Bay VPN fortifies remote access

There are some products that just exude solidity and security, and Bay Networks' Contivity 2000 is one of them. A hefty four-unit high, rack-mountable virtual private network (VPN) solution, the Contivity 2000 performs as robustly as its formidable design suggests.

The Contivity 2000 offers a comprehensive set of security policies suitable for midsize environments, using Remote Authentication Dial-In User Service (RADIUS) to manage users. By supporting a variety of VPN technologies, it provides flexible access to your network. In addition, the unit's stellar maintenance features surpass those of more mature solutions: for example, it can download and install new versions of its software over the Internet while maintaining a backup of the old version, which can be easily reinstated.
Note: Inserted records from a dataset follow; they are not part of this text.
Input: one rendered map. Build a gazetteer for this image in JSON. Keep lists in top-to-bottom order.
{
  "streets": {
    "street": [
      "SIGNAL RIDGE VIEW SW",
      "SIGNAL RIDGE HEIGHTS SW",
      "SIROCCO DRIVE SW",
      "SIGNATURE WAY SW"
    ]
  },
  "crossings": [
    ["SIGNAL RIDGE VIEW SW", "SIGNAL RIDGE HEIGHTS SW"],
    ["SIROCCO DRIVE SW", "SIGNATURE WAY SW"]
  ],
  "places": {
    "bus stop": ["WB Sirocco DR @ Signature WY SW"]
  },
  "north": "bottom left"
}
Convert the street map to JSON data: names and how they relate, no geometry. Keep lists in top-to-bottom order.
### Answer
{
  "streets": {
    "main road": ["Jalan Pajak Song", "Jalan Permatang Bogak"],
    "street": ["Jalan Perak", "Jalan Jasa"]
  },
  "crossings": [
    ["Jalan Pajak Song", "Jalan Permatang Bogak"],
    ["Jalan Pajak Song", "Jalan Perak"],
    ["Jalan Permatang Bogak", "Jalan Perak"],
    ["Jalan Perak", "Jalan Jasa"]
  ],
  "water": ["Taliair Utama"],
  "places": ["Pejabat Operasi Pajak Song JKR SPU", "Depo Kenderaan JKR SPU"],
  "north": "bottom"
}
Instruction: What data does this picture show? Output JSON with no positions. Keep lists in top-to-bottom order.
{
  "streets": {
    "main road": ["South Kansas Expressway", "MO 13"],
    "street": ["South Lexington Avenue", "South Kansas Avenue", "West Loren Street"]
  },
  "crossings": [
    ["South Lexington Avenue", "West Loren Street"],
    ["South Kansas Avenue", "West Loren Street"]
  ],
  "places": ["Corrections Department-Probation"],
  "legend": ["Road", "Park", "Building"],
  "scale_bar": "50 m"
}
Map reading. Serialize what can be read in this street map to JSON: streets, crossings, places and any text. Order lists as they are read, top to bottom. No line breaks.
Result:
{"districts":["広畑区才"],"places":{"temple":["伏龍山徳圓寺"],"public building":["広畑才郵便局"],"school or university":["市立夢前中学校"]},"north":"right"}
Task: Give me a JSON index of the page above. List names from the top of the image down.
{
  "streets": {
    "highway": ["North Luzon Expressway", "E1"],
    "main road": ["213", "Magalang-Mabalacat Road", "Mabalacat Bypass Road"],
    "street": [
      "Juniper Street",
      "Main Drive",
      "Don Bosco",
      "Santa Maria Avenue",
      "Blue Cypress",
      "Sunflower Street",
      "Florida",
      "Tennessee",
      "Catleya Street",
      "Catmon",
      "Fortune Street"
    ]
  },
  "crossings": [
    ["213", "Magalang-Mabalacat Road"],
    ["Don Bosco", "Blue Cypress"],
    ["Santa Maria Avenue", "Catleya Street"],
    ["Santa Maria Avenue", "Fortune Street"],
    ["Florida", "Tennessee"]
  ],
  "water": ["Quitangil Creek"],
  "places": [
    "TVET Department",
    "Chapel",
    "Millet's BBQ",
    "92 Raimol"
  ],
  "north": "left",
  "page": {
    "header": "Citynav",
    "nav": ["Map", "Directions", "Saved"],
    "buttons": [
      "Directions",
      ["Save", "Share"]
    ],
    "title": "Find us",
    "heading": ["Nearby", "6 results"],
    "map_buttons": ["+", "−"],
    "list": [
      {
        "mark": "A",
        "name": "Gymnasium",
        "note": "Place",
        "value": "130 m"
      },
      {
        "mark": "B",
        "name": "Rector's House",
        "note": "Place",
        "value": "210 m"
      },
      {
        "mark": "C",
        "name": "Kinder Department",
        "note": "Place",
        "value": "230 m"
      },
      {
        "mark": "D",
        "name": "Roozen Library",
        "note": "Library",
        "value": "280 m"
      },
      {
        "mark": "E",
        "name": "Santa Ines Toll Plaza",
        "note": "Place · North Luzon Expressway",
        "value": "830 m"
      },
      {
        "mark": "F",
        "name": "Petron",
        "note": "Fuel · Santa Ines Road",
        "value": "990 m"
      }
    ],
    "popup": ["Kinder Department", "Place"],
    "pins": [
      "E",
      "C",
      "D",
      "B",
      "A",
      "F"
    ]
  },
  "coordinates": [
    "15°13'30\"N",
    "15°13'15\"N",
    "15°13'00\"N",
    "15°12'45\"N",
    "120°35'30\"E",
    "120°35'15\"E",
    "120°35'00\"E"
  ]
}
Because it is so robust, the Contivity 2000's Web-based administration can be intimidating at first: there are eight categories, ranging from network configuration to logging and authentication.

Each category then has five or six subtopics, leaving you with a lot to think about. Still, once I was comfortable with the tool, I appreciated the control it offered and its logical layout.

The administration application also offers a "Guided Tour" mode to guide the novice user through configuration options. But like most administrators, I prefer to jump around and configure things in my own order, and it was easy to do so.

By supporting L2F, PPTP, and IPSec, the Contivity 2000 can allow pretty much any device into the network. The unit comes with its own IPSec client, which I found worked just fine, although using PPTP still provided much higher performance. Bay has announced support for L2TP, the Cisco/Microsoft standard, in a future release.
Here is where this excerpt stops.